On May 5, 2020, the Company entered into the Third Amended and Restated Loan and Security Agreement (the "Amended Loan Agreement") with the Bank. The Amended Loan Agreement amended and restated its existing Loan Agreement. Under the Amended Loan Agreement, the Bank agreed to extend a $25.0 million revolving credit facility to the Company (the “Revolving Line”). Borrowings under the Revolving Line accrue interest at a floating per annum rate equal to the Prime Rate plus 1%, and such interest is payable monthly. The Company may request borrowings under the Revolving Line prior to May 4, 2023, on which date the Revolving Line terminates. In relation to the Revolving Line, the Company is subject to certain financial and reporting covenants. As of June 30, 2020, no borrowings have been made under the Revolving Line, and the Company was in compliance with all financial and reporting covenants.

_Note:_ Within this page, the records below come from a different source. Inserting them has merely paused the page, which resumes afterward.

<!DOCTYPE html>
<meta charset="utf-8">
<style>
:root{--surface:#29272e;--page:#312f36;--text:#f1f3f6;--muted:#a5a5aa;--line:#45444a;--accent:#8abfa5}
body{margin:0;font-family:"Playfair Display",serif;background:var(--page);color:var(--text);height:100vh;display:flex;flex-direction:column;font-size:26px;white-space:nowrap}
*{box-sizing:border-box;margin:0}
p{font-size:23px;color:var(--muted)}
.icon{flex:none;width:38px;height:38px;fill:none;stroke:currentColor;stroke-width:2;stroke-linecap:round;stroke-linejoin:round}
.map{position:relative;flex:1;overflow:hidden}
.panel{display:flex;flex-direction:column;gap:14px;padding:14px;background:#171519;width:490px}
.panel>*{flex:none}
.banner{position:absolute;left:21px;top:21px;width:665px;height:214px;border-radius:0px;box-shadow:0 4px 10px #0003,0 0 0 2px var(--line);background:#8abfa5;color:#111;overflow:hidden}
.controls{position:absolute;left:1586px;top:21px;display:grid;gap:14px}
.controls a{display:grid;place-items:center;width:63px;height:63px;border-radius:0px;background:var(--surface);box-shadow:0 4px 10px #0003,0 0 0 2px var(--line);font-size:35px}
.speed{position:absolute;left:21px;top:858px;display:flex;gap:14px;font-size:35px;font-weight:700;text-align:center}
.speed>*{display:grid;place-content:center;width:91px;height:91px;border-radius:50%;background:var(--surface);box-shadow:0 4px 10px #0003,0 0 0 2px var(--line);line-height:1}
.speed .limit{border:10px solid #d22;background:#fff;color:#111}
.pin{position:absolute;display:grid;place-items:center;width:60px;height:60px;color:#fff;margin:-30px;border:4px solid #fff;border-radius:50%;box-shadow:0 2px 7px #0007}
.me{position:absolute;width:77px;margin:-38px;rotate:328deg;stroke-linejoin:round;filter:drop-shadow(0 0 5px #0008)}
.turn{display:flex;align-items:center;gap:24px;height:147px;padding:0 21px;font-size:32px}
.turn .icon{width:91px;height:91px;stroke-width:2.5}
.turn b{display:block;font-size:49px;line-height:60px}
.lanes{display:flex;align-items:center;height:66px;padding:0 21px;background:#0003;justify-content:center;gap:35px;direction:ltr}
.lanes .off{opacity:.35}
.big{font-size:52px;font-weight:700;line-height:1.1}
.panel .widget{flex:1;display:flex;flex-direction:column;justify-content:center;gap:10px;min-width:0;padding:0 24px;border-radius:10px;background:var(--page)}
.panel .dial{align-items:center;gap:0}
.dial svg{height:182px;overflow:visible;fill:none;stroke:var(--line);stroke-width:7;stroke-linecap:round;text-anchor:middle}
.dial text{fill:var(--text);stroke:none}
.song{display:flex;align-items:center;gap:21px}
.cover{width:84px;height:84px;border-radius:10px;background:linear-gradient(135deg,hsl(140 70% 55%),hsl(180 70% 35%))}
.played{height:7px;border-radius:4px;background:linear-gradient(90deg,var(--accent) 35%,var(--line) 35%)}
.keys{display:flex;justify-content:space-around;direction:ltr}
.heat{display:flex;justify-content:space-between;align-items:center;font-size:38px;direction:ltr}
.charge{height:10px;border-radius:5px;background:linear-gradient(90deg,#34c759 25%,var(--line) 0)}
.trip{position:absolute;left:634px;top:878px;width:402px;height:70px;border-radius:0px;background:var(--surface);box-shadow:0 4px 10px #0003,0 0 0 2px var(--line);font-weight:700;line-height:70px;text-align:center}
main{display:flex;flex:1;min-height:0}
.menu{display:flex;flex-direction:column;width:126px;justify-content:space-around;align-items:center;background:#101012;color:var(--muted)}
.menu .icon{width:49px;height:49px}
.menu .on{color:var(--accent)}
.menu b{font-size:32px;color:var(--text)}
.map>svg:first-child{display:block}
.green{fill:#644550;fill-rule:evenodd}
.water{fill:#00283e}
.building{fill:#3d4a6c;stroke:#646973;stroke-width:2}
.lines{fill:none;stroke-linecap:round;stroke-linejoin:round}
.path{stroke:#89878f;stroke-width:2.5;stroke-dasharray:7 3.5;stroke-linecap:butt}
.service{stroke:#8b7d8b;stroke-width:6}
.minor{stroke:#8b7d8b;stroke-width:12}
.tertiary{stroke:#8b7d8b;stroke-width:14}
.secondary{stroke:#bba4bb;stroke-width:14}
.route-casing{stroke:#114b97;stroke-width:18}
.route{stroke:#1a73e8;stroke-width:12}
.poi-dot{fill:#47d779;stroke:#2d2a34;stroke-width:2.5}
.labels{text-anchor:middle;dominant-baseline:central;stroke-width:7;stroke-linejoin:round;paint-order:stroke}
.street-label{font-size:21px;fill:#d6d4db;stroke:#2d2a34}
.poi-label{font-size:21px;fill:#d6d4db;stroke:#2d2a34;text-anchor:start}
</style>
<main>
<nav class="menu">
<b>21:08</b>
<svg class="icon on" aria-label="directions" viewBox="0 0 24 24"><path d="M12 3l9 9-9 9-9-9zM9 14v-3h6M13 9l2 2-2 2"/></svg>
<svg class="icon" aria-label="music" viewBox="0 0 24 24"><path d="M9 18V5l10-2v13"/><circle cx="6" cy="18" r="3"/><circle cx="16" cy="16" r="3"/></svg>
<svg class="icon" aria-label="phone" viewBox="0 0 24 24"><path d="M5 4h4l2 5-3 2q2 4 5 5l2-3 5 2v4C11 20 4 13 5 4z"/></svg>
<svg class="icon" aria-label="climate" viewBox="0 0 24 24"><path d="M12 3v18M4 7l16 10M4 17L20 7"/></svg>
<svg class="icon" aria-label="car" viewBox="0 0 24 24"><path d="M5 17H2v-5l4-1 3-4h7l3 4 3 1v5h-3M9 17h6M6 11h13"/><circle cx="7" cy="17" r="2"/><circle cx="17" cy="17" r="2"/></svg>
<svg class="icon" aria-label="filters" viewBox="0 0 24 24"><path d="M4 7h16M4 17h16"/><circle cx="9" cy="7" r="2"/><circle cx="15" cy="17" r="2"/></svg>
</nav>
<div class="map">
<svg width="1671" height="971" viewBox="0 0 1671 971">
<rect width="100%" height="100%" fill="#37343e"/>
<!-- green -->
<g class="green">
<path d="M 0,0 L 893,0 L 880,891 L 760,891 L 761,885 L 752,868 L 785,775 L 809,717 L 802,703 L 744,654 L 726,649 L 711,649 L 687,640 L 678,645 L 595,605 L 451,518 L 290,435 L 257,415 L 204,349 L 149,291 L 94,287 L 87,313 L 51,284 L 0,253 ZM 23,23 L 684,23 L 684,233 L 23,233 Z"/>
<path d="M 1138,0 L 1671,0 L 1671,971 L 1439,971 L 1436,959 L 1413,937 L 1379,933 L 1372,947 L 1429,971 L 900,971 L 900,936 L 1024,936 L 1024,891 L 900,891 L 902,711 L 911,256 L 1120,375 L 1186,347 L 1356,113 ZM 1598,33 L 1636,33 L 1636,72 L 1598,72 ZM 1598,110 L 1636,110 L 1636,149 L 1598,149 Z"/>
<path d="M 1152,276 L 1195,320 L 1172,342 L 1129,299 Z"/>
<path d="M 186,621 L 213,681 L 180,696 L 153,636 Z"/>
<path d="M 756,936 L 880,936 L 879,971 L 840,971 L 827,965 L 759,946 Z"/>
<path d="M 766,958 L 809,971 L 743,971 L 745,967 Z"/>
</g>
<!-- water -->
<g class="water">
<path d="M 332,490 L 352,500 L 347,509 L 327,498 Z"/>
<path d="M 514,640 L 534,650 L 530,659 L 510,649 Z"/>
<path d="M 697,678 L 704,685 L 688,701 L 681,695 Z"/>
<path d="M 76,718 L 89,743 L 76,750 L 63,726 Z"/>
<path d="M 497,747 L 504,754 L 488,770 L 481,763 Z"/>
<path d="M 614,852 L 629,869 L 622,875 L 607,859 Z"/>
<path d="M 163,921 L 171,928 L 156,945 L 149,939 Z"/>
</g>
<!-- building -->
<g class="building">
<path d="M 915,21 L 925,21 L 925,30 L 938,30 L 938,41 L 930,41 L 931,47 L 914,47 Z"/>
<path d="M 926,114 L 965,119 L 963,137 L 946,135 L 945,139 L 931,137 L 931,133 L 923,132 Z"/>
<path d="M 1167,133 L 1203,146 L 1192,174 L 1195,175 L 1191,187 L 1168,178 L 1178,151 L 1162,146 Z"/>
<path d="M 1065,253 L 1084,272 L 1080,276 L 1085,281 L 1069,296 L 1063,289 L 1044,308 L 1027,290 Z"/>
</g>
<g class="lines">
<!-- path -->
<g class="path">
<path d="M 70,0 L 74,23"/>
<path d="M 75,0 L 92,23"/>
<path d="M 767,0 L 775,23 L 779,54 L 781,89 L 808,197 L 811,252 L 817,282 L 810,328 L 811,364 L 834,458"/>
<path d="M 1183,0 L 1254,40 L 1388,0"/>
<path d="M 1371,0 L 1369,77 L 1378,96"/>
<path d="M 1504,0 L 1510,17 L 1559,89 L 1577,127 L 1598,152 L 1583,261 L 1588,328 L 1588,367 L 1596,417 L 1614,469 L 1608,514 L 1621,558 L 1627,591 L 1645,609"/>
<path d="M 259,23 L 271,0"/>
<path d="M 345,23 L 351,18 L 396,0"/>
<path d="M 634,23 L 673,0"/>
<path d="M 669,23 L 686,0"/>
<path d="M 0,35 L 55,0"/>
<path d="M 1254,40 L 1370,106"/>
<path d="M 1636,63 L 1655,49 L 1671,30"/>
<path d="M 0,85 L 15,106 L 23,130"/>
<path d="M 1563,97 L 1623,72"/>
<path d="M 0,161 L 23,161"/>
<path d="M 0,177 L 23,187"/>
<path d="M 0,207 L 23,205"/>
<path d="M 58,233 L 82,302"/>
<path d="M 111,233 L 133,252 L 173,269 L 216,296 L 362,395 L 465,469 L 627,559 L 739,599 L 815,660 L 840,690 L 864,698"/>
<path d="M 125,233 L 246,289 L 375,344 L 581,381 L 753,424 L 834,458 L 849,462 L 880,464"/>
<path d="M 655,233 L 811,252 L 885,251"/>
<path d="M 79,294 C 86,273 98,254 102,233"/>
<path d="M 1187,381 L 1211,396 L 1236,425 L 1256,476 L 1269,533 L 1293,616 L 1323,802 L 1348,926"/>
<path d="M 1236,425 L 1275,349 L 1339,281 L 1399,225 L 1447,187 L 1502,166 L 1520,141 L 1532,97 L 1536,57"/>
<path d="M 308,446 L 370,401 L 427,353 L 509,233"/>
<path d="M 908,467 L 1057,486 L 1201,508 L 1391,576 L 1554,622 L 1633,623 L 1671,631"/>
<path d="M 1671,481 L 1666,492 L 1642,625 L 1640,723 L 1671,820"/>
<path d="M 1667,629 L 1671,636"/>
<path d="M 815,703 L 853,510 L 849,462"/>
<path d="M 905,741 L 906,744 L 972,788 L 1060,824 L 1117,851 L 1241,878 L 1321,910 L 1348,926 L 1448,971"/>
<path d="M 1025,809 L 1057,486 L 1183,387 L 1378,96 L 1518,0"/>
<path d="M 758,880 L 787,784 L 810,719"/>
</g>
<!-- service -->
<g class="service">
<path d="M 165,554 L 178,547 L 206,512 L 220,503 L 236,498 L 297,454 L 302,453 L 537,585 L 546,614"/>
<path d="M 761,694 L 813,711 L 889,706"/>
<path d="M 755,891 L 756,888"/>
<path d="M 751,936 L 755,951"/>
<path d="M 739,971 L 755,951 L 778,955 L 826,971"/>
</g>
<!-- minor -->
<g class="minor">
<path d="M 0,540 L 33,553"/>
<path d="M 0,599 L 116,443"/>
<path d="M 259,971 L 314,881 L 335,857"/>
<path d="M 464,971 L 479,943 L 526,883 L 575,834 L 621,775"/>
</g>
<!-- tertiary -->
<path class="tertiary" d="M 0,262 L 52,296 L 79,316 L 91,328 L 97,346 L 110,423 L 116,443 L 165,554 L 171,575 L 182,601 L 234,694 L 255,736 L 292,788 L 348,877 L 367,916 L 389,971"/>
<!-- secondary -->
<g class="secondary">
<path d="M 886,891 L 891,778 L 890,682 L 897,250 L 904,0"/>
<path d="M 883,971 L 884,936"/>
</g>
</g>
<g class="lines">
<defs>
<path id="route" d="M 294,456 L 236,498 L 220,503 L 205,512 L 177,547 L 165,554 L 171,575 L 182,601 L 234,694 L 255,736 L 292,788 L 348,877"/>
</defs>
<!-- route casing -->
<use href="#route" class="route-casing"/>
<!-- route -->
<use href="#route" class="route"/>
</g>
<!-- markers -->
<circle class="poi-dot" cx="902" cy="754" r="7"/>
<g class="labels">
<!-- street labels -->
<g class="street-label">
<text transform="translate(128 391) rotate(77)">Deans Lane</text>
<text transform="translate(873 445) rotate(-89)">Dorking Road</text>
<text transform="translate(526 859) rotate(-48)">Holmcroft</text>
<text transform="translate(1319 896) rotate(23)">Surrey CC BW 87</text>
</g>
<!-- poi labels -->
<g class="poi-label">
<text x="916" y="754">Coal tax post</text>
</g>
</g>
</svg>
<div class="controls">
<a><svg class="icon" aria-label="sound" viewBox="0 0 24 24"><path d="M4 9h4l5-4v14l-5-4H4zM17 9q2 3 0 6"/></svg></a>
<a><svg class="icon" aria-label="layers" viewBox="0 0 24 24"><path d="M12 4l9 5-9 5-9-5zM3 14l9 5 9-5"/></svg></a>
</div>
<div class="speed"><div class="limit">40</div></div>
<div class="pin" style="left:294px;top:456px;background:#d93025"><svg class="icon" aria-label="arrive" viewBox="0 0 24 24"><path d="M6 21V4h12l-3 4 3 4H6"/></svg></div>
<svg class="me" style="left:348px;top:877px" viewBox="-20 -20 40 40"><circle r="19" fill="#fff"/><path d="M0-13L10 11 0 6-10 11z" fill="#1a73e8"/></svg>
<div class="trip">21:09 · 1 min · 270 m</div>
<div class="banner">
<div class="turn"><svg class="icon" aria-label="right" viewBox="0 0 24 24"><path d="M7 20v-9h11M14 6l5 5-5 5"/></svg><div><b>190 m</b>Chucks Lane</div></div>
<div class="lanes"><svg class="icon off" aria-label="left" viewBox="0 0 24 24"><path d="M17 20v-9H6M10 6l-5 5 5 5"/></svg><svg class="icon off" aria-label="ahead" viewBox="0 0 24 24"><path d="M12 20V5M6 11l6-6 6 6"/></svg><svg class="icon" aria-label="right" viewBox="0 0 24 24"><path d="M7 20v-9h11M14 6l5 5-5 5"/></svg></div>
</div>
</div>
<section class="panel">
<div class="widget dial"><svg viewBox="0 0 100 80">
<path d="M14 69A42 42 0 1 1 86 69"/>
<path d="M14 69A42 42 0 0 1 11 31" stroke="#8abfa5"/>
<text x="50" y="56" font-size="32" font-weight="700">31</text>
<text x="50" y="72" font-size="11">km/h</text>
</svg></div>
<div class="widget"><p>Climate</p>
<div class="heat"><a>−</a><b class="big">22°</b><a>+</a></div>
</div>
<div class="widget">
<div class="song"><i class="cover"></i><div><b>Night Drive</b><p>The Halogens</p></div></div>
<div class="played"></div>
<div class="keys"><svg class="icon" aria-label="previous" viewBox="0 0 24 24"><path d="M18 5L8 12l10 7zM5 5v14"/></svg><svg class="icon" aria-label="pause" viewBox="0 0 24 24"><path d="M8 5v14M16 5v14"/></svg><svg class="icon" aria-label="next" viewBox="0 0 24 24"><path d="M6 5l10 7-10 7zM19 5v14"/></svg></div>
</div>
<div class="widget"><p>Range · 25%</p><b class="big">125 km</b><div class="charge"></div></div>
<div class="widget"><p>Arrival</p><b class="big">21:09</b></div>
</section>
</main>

Paycheck Protection Program Loan

On April 22, 2020, the Company entered into a Paycheck Protection Program Loan (the “PPP Note”) sponsored by the Small Business Administration (the “SBA”) through the Bank, providing for $10.0 million in proceeds. The PPP Note was issued pursuant to the Paycheck Protection Program under the Coronavirus Aid, Relief, and Economic Security Act (the “CARES Act”). The PPP Note was scheduled to mature on April 22, 2022, carried an interest rate of 1% per annum, and was subject to the terms and conditions applicable to all loans made pursuant to the Paycheck Protection Program as administered by the SBA under the CARES Act, including the debt forgiveness provisions contained therein. Following additional guidance issued by the SBA on April 23, 2020 that cast doubt on the ability of public companies to qualify for loans under the Paycheck Protection Program, the Company repaid the PPP Note on April 29, 2020.